RECORDS FOR THE EXERCISE:
*** Block opens ***

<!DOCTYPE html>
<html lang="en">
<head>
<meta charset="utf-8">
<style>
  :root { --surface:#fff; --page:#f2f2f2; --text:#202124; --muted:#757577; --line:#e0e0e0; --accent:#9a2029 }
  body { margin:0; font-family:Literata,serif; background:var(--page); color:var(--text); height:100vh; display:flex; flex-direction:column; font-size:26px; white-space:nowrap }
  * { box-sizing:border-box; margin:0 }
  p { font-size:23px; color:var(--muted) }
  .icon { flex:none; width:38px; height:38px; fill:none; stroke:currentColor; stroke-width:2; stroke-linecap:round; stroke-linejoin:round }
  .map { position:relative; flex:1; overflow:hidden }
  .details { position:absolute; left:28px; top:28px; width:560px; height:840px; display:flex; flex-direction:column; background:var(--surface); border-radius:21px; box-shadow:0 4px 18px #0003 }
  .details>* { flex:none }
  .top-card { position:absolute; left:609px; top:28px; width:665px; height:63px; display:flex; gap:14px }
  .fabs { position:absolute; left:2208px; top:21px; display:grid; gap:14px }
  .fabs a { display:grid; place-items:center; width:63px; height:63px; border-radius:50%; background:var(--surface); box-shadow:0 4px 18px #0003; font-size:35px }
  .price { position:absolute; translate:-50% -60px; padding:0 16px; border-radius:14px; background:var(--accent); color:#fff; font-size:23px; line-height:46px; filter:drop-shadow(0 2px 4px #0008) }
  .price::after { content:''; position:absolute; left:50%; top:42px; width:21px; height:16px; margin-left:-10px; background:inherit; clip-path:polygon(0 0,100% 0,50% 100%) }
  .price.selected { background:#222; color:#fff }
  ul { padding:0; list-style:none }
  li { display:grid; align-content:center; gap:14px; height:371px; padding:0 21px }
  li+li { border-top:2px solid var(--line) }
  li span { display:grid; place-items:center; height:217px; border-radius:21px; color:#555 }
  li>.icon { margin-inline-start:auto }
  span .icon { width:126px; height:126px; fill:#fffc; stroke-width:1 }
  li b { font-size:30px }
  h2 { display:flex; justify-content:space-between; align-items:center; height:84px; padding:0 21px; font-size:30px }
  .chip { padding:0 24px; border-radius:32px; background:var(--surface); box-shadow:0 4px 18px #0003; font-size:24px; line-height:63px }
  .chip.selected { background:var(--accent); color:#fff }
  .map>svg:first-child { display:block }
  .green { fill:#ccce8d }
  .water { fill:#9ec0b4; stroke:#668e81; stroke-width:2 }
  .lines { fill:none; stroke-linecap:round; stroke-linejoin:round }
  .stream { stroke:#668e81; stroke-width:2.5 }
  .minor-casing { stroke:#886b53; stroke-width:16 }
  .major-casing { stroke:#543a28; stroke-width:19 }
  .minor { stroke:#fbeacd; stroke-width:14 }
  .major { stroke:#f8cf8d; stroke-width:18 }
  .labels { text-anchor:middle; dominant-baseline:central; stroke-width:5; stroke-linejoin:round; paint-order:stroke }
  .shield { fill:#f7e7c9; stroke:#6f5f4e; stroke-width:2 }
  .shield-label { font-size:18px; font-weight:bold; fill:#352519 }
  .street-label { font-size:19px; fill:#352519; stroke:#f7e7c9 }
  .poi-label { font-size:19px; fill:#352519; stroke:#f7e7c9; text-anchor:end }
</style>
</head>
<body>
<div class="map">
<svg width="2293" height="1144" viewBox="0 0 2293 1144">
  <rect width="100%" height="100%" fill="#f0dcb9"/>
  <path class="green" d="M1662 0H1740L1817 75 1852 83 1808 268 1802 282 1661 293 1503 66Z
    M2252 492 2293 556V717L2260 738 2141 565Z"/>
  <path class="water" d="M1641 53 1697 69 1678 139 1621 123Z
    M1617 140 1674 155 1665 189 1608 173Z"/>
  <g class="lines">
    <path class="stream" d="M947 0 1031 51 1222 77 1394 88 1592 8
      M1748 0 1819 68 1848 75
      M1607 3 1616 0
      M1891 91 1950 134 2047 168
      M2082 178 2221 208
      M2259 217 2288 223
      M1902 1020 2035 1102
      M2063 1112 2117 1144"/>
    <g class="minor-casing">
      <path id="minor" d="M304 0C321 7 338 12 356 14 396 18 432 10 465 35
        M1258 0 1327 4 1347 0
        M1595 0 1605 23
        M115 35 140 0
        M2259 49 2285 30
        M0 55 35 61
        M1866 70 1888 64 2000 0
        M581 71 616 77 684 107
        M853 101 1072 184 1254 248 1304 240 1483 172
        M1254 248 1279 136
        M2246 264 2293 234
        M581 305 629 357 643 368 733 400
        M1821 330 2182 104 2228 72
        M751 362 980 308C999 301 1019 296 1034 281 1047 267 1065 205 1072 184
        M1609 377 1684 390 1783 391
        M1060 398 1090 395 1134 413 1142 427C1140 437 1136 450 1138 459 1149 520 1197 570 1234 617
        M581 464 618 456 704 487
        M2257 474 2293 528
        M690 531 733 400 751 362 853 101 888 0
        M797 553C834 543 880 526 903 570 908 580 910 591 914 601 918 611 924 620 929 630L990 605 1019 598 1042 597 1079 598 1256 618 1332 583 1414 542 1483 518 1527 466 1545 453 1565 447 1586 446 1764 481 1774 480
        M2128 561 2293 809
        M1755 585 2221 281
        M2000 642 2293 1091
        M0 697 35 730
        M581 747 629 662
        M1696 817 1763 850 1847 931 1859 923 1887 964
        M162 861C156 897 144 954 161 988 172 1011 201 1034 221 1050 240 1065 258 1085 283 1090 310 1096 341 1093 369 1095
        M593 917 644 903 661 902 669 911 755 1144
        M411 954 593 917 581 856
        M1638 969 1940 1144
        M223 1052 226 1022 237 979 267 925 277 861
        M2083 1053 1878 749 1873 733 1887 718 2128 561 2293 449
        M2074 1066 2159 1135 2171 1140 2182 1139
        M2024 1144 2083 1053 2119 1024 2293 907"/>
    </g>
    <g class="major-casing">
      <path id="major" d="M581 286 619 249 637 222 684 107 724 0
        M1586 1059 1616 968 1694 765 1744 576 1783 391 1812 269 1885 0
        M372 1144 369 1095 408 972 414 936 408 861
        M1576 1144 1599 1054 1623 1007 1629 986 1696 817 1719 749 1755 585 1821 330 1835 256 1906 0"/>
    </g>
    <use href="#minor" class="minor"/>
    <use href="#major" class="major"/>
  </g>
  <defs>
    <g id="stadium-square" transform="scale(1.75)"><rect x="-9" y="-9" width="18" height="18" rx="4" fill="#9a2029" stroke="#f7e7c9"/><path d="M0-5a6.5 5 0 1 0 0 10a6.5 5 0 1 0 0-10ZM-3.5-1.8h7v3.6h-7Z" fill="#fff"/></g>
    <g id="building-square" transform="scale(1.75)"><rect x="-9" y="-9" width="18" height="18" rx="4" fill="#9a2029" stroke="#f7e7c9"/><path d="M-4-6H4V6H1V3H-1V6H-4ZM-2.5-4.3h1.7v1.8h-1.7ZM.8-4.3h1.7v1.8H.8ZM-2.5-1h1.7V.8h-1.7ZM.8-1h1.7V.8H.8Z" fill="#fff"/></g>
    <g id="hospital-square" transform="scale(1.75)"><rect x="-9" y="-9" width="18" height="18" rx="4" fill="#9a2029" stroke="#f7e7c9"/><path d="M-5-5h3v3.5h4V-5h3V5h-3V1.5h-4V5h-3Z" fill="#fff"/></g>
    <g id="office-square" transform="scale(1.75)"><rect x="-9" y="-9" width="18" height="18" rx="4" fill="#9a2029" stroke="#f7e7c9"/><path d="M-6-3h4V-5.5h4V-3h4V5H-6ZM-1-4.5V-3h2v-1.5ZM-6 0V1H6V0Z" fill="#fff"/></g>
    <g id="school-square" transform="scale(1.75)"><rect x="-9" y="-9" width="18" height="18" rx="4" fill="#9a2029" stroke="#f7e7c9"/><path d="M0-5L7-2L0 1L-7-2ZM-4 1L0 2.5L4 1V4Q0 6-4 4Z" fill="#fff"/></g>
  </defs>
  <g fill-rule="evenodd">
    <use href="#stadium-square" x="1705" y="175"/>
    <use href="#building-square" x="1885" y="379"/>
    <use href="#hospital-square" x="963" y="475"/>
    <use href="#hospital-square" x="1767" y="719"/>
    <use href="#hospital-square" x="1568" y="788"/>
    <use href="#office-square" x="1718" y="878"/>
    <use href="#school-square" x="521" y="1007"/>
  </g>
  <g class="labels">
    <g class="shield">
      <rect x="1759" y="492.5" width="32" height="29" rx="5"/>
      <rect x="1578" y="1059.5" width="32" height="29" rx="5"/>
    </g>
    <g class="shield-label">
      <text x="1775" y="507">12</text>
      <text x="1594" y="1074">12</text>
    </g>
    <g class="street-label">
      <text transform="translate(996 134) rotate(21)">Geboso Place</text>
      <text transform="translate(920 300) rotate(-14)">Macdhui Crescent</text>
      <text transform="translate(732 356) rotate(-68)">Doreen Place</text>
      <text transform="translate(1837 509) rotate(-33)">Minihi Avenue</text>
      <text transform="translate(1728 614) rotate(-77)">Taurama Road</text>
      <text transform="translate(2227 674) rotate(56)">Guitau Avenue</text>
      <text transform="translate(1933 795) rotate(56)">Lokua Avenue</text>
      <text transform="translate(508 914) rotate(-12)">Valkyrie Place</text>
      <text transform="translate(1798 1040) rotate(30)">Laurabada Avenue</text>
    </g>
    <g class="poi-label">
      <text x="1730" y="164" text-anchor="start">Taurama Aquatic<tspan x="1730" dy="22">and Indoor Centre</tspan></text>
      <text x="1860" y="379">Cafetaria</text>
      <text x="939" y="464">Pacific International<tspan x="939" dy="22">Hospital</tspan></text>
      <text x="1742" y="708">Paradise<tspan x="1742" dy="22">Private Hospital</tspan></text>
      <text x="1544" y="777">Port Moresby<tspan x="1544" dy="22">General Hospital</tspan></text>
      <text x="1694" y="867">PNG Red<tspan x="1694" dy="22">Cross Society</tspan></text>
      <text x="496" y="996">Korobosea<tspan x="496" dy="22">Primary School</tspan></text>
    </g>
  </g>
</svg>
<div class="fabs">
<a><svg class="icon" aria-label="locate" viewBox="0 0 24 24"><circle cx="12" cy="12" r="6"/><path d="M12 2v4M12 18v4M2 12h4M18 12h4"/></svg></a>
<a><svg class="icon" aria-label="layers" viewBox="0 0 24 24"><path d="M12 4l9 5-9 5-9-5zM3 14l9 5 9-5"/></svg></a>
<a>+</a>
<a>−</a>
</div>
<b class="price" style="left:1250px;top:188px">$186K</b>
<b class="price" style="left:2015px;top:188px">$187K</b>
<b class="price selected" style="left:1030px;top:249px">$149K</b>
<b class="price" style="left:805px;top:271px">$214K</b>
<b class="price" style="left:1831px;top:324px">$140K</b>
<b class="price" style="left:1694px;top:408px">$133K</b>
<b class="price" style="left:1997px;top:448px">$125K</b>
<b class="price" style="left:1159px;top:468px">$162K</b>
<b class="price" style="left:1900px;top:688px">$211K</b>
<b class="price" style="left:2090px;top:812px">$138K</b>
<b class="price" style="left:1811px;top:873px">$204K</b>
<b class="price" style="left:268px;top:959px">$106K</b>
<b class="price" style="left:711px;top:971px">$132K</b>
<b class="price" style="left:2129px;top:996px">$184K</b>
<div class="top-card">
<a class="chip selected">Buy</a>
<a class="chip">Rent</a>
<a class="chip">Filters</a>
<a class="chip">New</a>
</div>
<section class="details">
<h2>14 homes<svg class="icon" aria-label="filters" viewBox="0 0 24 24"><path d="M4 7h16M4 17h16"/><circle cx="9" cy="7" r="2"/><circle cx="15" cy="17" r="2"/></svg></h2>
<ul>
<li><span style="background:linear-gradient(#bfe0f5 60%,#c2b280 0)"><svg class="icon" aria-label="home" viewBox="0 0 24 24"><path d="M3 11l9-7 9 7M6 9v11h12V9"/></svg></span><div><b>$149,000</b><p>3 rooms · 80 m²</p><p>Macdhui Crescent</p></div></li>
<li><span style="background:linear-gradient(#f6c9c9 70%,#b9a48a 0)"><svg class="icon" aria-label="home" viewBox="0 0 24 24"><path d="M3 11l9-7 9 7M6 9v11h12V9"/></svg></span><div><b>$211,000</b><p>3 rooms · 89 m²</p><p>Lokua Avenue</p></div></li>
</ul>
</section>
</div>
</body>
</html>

*** Block closes ***

Of the lines in the listing above, count those containing the word "margin", and state the count alone.

SOLUTION FOR THIS TASK:
4